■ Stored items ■
- Opening Delimiter -

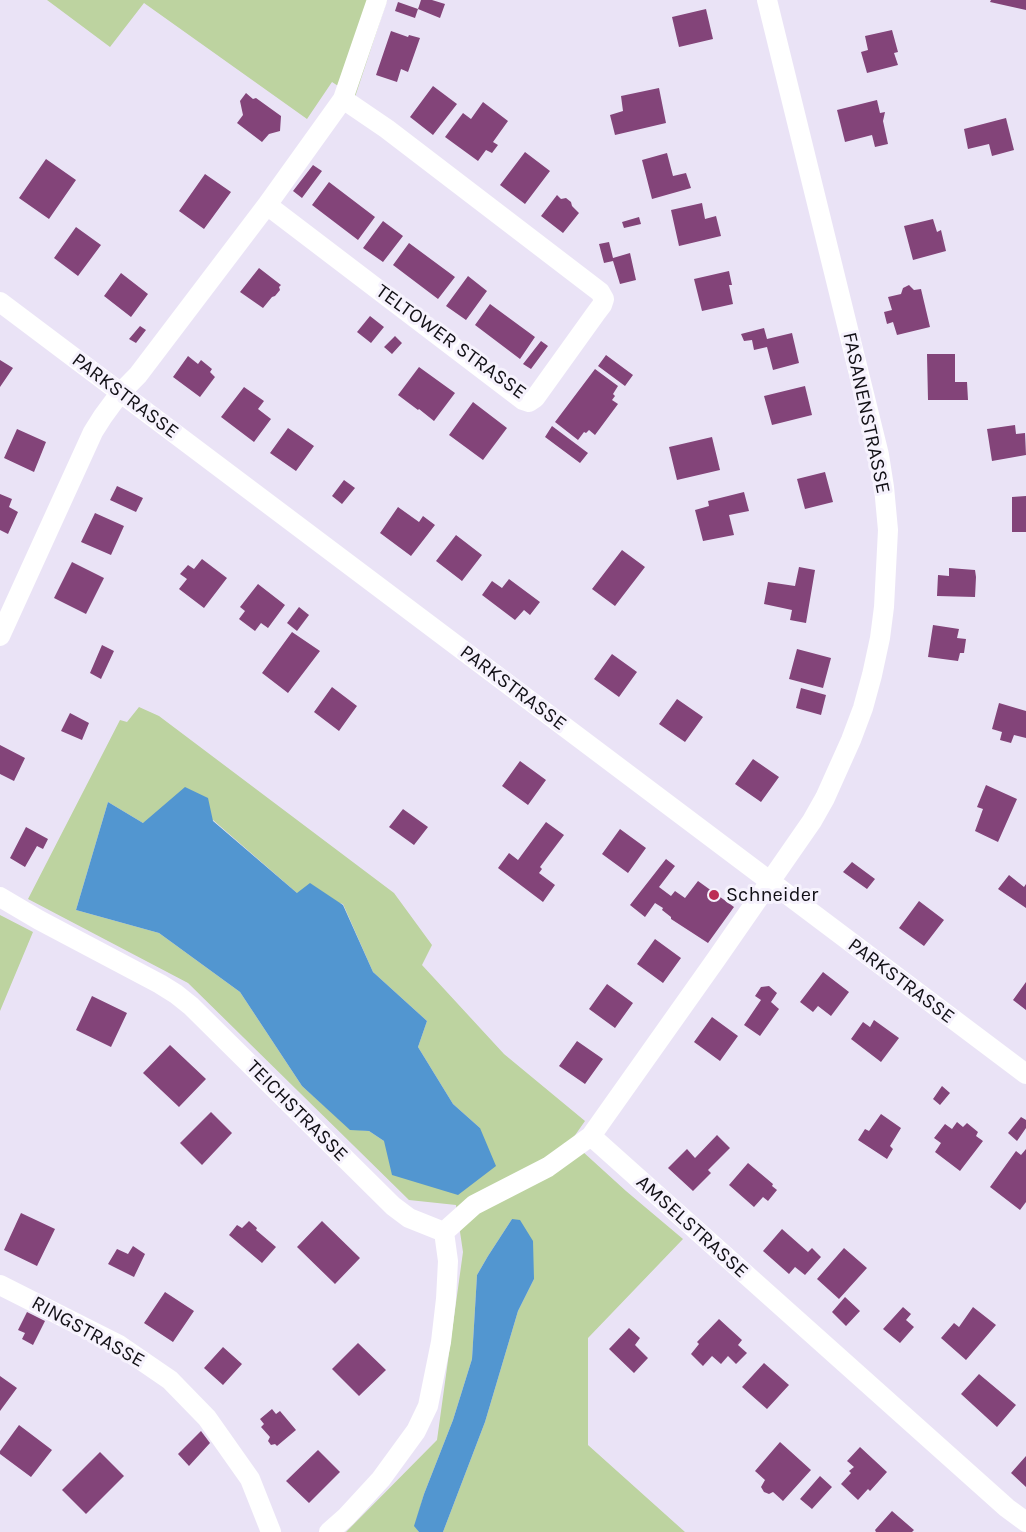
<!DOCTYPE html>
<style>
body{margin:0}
canvas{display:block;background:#eae3f6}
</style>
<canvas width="1026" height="1532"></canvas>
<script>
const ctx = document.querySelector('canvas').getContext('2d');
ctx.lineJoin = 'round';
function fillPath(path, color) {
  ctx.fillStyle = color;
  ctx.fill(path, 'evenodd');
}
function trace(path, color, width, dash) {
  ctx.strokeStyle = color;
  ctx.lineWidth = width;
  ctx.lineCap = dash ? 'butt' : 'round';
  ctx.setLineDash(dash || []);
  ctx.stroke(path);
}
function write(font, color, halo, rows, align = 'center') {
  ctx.font = font + ' Karla,sans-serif';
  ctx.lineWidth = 6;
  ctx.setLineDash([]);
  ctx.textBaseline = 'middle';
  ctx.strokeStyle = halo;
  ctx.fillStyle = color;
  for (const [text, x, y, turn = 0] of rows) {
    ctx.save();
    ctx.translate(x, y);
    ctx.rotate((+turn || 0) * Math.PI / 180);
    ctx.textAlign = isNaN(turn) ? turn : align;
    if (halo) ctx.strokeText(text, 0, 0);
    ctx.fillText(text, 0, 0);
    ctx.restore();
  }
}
const green = new Path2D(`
 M47 0H387L355 97 332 82 307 119 144 3 110 47Z
 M139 707 159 716 394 893 432 945 422 965 504 1054 585 1121 571 1141 626 1191 683 1239 588 1338V1445L685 1532H443L485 1422 518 1311 534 1279 512 1219 488 1256 477 1275 472 1359 453 1420 424 1494 415 1526 419 1532H346L437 1440 463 1252 456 1205 409 1200 188 983 28 899 120 720 127 722ZM108 802 143 823 213 820 297 893 343 904 373 972 427 1021 418 1047 453 1104 480 1128 384 1141 369 1131 350 1129 302 1086 240 992 159 933 76 910Z
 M0 915 33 932 0 1011Z`);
const water = new Path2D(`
 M185 787 208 798 213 821 297 893 310 883 343 905 373 972 427 1021 418 1047 453 1104 480 1128 496 1166 458 1195 392 1175 384 1141 369 1131 350 1130 302 1086 240 992 159 933 76 910 108 802 143 823Z
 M512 1219 520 1220 533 1241 534 1279 518 1311 485 1422 443 1532H419L414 1526 424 1494 453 1420 472 1359 477 1275 488 1256Z`);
const building = new Path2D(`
 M421 0H432L445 4 440 18 418 9Z
 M991 0H1026V10L990 2Z
 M398 2 418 9 415 18 395 11Z
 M706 9 713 39 679 47 672 17Z
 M892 30 898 52 894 53 898 65 867 73 861 52 868 50 865 36Z
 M391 31 408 37 409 35 420 38 408 72 401 69 397 82 376 75Z
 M433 86 457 104 433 135 410 117Z
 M659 88 666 123 615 135 610 115 623 111 621 96Z
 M246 93 253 99 256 98 281 116 280 131 269 134 262 142 237 123 243 115 240 101Z
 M877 100 880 113 885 112 883 121 888 144 875 147 872 135 845 142 837 110Z
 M483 102 508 121 493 142 498 145 492 153 486 150 478 161 445 137 463 113 471 119Z
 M1006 118 1014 150 992 156 989 144 968 149 964 129Z
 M525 152 550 171 525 204 500 185Z
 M667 153 673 176 686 173 691 188 652 199 642 160Z
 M46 159 76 180 49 219 19 198Z
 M313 165 322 171 302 198 293 191Z
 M205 174 231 192 204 229 179 211Z
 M329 182 375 217 358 240 312 205Z
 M557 195 561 199 566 198 571 202 572 206 579 213 563 233 541 216Z
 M702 203 705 219 716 216 721 236 679 246 671 210Z
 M639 217 641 224 624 228 622 222Z
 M933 219 937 232 941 230 946 251 913 260 904 226Z
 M383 221 403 236 383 262 363 248Z
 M76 227 101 245 78 276 54 258Z
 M609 242 613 258 630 253 636 280 620 284 613 261 604 263 599 244Z
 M409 243 455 277 438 299 393 265Z
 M259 268 281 285 279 287 280 290 275 296 272 297 263 308 240 292Z
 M729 271 732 285H729L733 304 702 311 694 279Z
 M121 273 148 294 131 317 104 296Z
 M468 276 487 291 466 320 446 306Z
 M909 285 914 290 921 289 930 327 897 335 893 322 887 324 884 312 892 310 888 297 901 294 903 288Z
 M490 304 535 337 520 359 475 325Z
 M370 316 384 327 371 343 357 332Z
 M140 326 146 330 136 343 129 339Z
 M764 328 767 339 792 333 799 363 773 370 767 347 754 350 752 340 744 341 741 334Z
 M395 336 402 343 392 354 384 347Z
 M541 341 548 346 531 369 523 364Z
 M927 354H955V382H967L968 400H928Z
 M606 355 633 375 625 386 598 366Z
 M188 356 198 364 201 360 212 369 210 372 215 377 200 397 173 377Z
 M0 360 13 368 0 387Z
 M419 367 455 393 434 421 419 409 418 410 398 395Z
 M595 369 618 386 613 394 615 396 612 400 618 404 595 435 589 430 586 433 584 432 578 440 555 422Z
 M805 386 812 415 772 425 764 396Z
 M244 387 264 401 258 409 271 419 254 442 221 417Z
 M473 402 507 428 483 460 449 435Z
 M1015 425 1016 434 1025 433 1026 455 992 461 987 429Z
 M552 426 588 453 580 463 545 437Z
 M288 428 314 446 296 471 270 453Z
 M17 429 46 442 34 472 4 458Z
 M712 437 720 470 677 480 669 447Z
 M825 472 833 502 805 509 797 479Z
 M344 480 355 488 342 504 332 496Z
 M117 486 143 498 136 512 110 500Z
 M744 492 749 511 729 515 734 535 703 541 695 510 709 506 708 501Z
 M0 494 12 499 9 507 18 512 8 534 0 530Z
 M1026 496V532H1012V497Z
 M398 507 419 522 423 516 435 525 411 556 380 533Z
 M95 513 124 526 111 555 81 542Z
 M456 535 482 555 462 581 436 561Z
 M622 550 645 567 615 606 592 589Z
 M202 559 227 578 204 608 179 589 187 579 180 574 188 565 194 569Z
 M72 562 104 578 86 614 54 598Z
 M799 567 815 570 806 623 790 620 792 610 764 604 768 582 795 586Z
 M949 568 975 570 976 577 975 597 937 596 938 575 949 576Z
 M509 579 540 602 530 615 524 610 515 620 482 595 492 581 502 588Z
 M258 584 285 605 268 628 261 623 255 631 239 619 245 611 240 607Z
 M299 607 309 615 297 631 287 623Z
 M933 625 959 629 957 638 966 639 964 653H960L958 661 928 657Z
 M292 632 320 651 288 693 262 673Z
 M102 645 114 651 101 679 90 673Z
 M797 649 831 658 823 688 789 679Z
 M612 654 637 672 619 697 594 679Z
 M332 687 357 706 339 731 314 712Z
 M801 688 826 695 821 715 796 708Z
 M677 699 703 717 685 742 659 724Z
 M999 703 1026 711V738L1014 735 1011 743 1000 740 1002 732 992 729Z
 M70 713 89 723 82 740 61 731Z
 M0 745 25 758 14 781 0 774Z
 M753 759 779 777 761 802 735 784Z
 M520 761 546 780 528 805 502 786Z
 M986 785 1017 799 998 842 975 831 983 809 977 807Z
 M403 809 428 827 414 845 389 827Z
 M546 822 564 835 540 867 542 869 539 873 555 885 543 902 498 868 509 853 518 860Z
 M26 827 48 839 43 849 37 846 25 867 10 858Z
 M620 829 646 848 628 873 602 854Z
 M666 859 675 866 659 887 671 896 675 891 685 898 698 881 734 907 708 943 671 919V917L662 910 663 908 655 903 645 917 630 905Z
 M852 862 875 879 867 889 843 872Z
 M1009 875 1024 887 1026 884V908L998 889Z
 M919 901 944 920 924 946 899 928Z
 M655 939 681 958 663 983 637 964Z
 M823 972 849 992 831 1016 818 1006 813 1012 800 1002Z
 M1026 982V1010L1013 1000Z
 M607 984 633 1003 615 1028 589 1009Z
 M769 986 777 993 771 1002 779 1009 760 1036 744 1025 761 1000 755 996 761 987Z
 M92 996 127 1013 111 1047 76 1030Z
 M712 1017 738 1036 720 1061 694 1042Z
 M874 1020 899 1038 881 1062 851 1039 863 1022 870 1027Z
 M577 1041 603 1059 585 1084 559 1066Z
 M170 1045 206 1079 179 1107 143 1073Z
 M942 1086 950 1093 940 1105 933 1099Z
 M211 1112 232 1133 202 1165 180 1143Z
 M881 1114 901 1128 890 1146 893 1149 887 1159 858 1140 865 1129 869 1131Z
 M1021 1117 1026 1120V1128L1017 1141 1008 1133Z
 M957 1122 963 1127 967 1123 978 1132 976 1136 983 1141 960 1171 935 1152 941 1143 934 1138 945 1124 952 1129Z
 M717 1135 730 1148 708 1170 711 1173 693 1191 668 1168 687 1149 695 1158Z
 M1026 1149V1202L1020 1210 990 1187 1016 1151 1021 1155Z
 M748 1163 773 1184 772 1186 777 1190 768 1201 763 1197 754 1207 729 1185Z
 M21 1213 55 1229 37 1266 4 1250Z
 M249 1221 257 1228 256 1230 276 1247 262 1263 229 1235 237 1225 242 1228Z
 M322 1221 360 1258 335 1284 297 1247Z
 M782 1229 808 1252 812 1248 821 1257 805 1275 795 1267 789 1274 763 1251Z
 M133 1246 145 1254 134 1277 108 1264 117 1249 128 1254Z
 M844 1248 867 1268 839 1299 817 1279Z
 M165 1292 194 1311 173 1342 144 1323Z
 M845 1297 860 1311 846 1326 832 1312Z
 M903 1307 911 1314 906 1320 914 1327 900 1343 883 1329Z
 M973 1307 996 1325 966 1360 941 1338 954 1323 959 1327Z
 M27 1312 45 1321 33 1345 22 1339 25 1333 18 1330Z
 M719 1319 742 1340 738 1345 747 1353 736 1364 728 1356 721 1364 712 1356 703 1366 691 1354 699 1344 697 1342Z
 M629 1328 640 1338 635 1345 648 1358 634 1373 609 1349Z
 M358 1343 386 1370 359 1396 332 1369Z
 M223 1347 242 1364 223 1385 204 1368Z
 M764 1363 789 1385 767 1409 742 1387Z
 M979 1374 1016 1405 997 1427 961 1394Z
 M0 1376 17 1388 0 1411Z
 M272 1409 276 1414 280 1411 296 1430 277 1446 275 1444 271 1445 268 1441 270 1437 261 1427 264 1424 260 1419Z
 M19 1425 52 1450 31 1477 0 1454V1451Z
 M201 1431 210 1443 189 1466 178 1454Z
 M780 1442 811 1470 783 1501 773 1492 769 1494 764 1492 761 1487 765 1480 755 1471Z
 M860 1447 887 1472 870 1491 868 1489 858 1500 841 1484 851 1473 849 1471 854 1467 847 1461Z
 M318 1450 340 1472 309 1503 286 1481Z
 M100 1452 124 1476 86 1514 62 1490Z
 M1026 1456V1487L1011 1473Z
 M820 1476 832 1487 812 1509 800 1499Z
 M892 1511 914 1530 912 1532H876L875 1530Z`);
const minor = new Path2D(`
 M267 205 523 400 529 402 535 398 596 313 602 305 604 299 600 292 387 129 343 99
 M0 302 1026 1074
 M0 636 93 432C106 410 119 393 138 375L267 205 343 99 377 0
 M0 897 39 920 160 984 176 994 191 1006 393 1206 409 1218 444 1232
 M591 1136 1007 1508 1026 1522
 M444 1232 474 1205 548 1167 591 1136 717 958 812 821 825 798 851 740 863 708 872 675 880 638 884 607 888 530 884 487 879 455 767 0
 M0 1285 119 1345 170 1380 207 1418 250 1479 271 1532
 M329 1532 346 1517 381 1479 416 1431 428 1406 441 1342 446 1299 448 1261 444 1232`);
const markers = [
 [714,895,6,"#bc2d54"]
];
const streetNames = [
 ["TELTOWER STRASSE",451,342,36],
 ["PARKSTRASSE",125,396,37],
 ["FASANENSTRASSE",866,413,78],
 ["PARKSTRASSE",513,688,37],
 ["PARKSTRASSE",901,981,37],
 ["TEICHSTRASSE",297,1111,45],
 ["AMSELSTRASSE",692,1227,42],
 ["RINGSTRASSE",88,1332,29]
];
const poiNames = [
 ["Schneider",726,895]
];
fillPath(green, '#bdd3a0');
fillPath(water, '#5296d0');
fillPath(building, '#834479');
trace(minor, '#fff', 20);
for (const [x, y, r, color] of markers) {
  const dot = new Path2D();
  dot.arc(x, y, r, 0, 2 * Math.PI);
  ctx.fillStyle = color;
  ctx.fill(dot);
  trace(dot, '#f6f2fd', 2);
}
write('20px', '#121016', '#f6f2fd', streetNames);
write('20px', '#121016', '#f6f2fd', poiNames, 'left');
</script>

- Closing Delimiter -

One line above contains "for (const [x, y, r, color]". Output that line and each one after it, word for word, and nothing else.

for (const [x, y, r, color] of markers) {
  const dot = new Path2D();
  dot.arc(x, y, r, 0, 2 * Math.PI);
  ctx.fillStyle = color;
  ctx.fill(dot);
  trace(dot, '#f6f2fd', 2);
}
write('20px', '#121016', '#f6f2fd', streetNames);
write('20px', '#121016', '#f6f2fd', poiNames, 'left');
</script>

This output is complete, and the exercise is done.